The data below:
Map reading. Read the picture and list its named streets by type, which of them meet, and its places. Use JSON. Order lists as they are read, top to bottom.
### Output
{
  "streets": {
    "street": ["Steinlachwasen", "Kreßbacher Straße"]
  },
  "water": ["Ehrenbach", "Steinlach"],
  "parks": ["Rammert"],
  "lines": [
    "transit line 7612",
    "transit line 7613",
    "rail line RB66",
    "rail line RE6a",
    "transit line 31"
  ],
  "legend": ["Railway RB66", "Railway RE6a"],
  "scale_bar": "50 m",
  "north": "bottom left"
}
End of The data.
### Task statement:
Every entry above should be transcribed exactly and in full.

### Your response:
Map reading. Read the picture and list its named streets by type, which of them meet, and its places. Use JSON. Order lists as they are read, top to bottom.
### Output
{
  "streets": {
    "street": ["Steinlachwasen", "Kreßbacher Straße"]
  },
  "water": ["Ehrenbach", "Steinlach"],
  "parks": ["Rammert"],
  "lines": [
    "transit line 7612",
    "transit line 7613",
    "rail line RB66",
    "rail line RE6a",
    "transit line 31"
  ],
  "legend": ["Railway RB66", "Railway RE6a"],
  "scale_bar": "50 m",
  "north": "bottom left"
}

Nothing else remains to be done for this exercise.